Saturday, August 14, 2004

The Role of Contrast in a Political Campaign

This morning I was making coffee, and the cat, Squeaker, was trying to get my attention.  Squeaker is called Squeaker because she does not meow; she squeaks.  Early morning sunshine was coming through the east window in the kitchen, casting a spot of bright sunlight on the maple floorboards.  Squeaker, being a black cat, went to the sunny spot.  Squeaker, wanting to get petted, started writhing in the sunlight, squeaking. 

I looked at Squeaker. 

Last night, I spent some time uploading pictures from my son's recent trip to China.  I had used Photoshop Elements to adjust some of the pictures.  As the coffee was brewing, I thought about photography; looking a the cat, I had a memory.   Kevin's mother once looked at a picture I had taken, of one of her black cats, Jeffrey.  She commented that the picture showed detail in the black fur.   Most of her pictures of the cat were snapshots, taken with a cheap camera, that did not resolve such detail.  The black fur was rendered as a patch of complete black.  No detail.  If you want to get detail in the black, you have to get the exposure just right.

Jeffrey was named after a professor we knew, Jeffrey Parsons, and is memorialized in a poem:

For I will consider my Cat Jeoffry.
For he is servant of the Living God duly and daily serving him.
For at the first glance of the glory of God in the East he worships in his way.
For is this done by wreathing his body seven times round with elegant quickness.
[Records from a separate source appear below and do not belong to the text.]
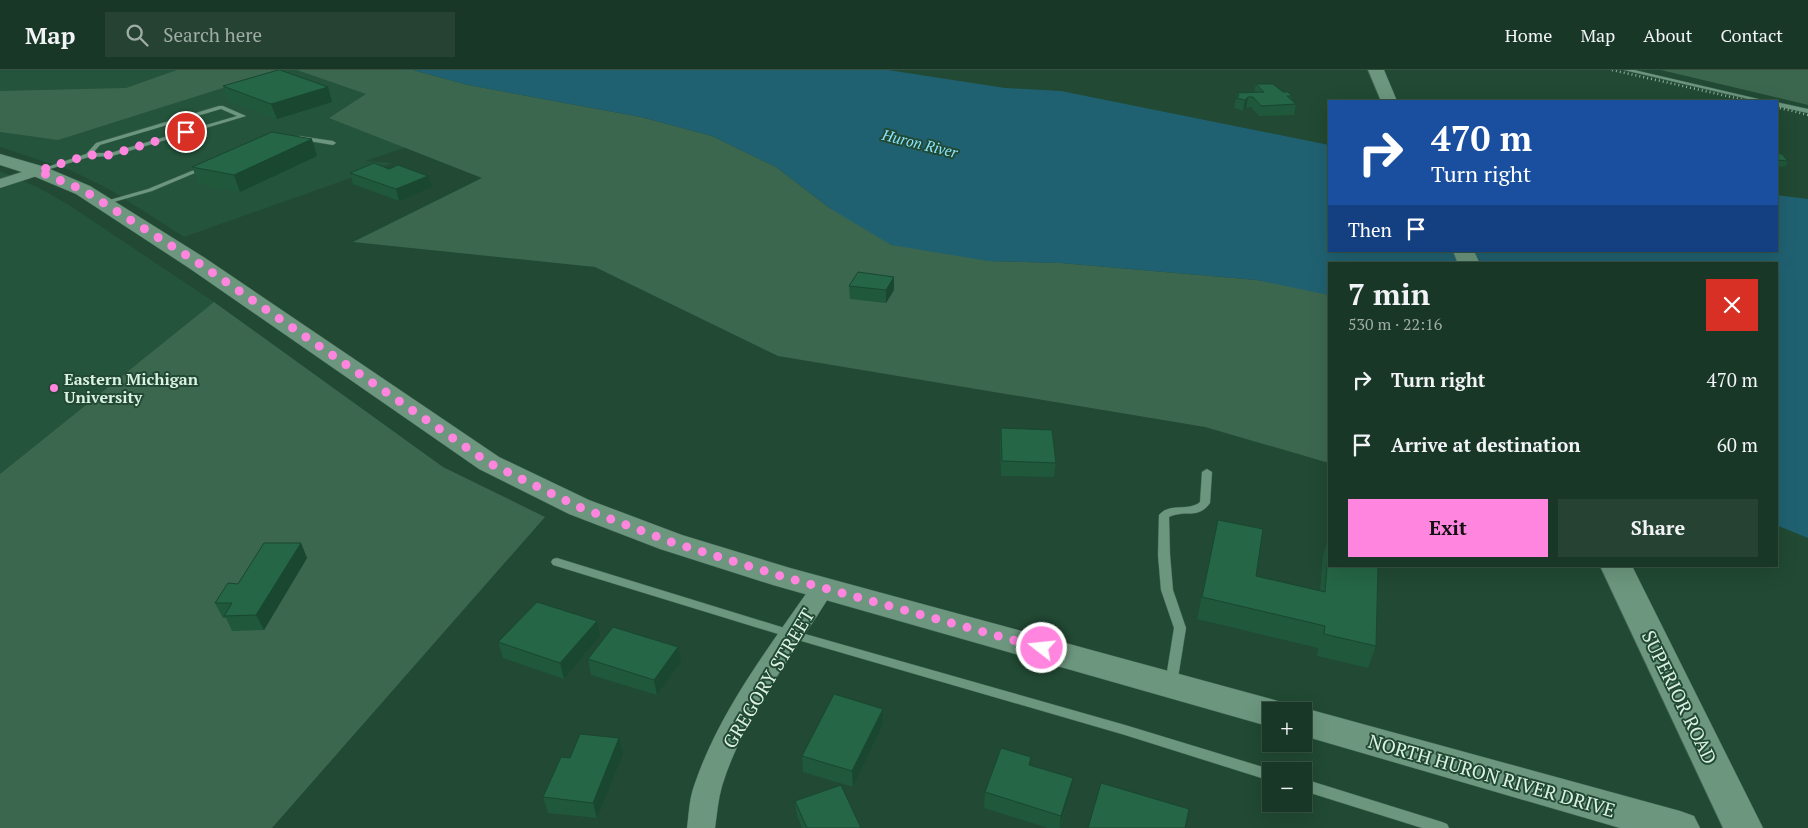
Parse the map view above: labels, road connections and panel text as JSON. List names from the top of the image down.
{
  "streets": {
    "main road": ["SUPERIOR ROAD", "NORTH HURON RIVER DRIVE"],
    "street": ["GREGORY STREET"]
  },
  "water": ["Huron River"],
  "places": ["Eastern Michigan University"],
  "page": {
    "header": "Map",
    "search": "Search here",
    "nav": [
      "Home",
      "Map",
      "About",
      "Contact"
    ],
    "turn": ["470 m", "Turn right"],
    "then": "Then",
    "heading": ["7 min", "530 m · 22:16"],
    "list": [
      {
        "name": "Turn right",
        "value": "470 m"
      },
      {
        "name": "Arrive at destination",
        "value": "60 m"
      }
    ],
    "buttons": ["Exit", "Share"],
    "map_buttons": ["+", "−"]
  }
}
Squeaker is a lot like Jeffrey was.  She wreathes round with elegant quickness, in the early morning sunlight.  I thought about taking a picture of her, but decided against it.  It would not have been possible to get a good picture, because the specular reflections on the maple floorboards, combined with the black fur, presented too much contrast.  If the floor were exposed properly, the cat would be all black; no detail would be visible.  If the fur were exposed properly, the floor would be too bright; again, the details would be lost.

The point is this: in situations of high contrast, it is difficult to discern fine details.  Likewise, in situations of low contrast, it is difficult to see details.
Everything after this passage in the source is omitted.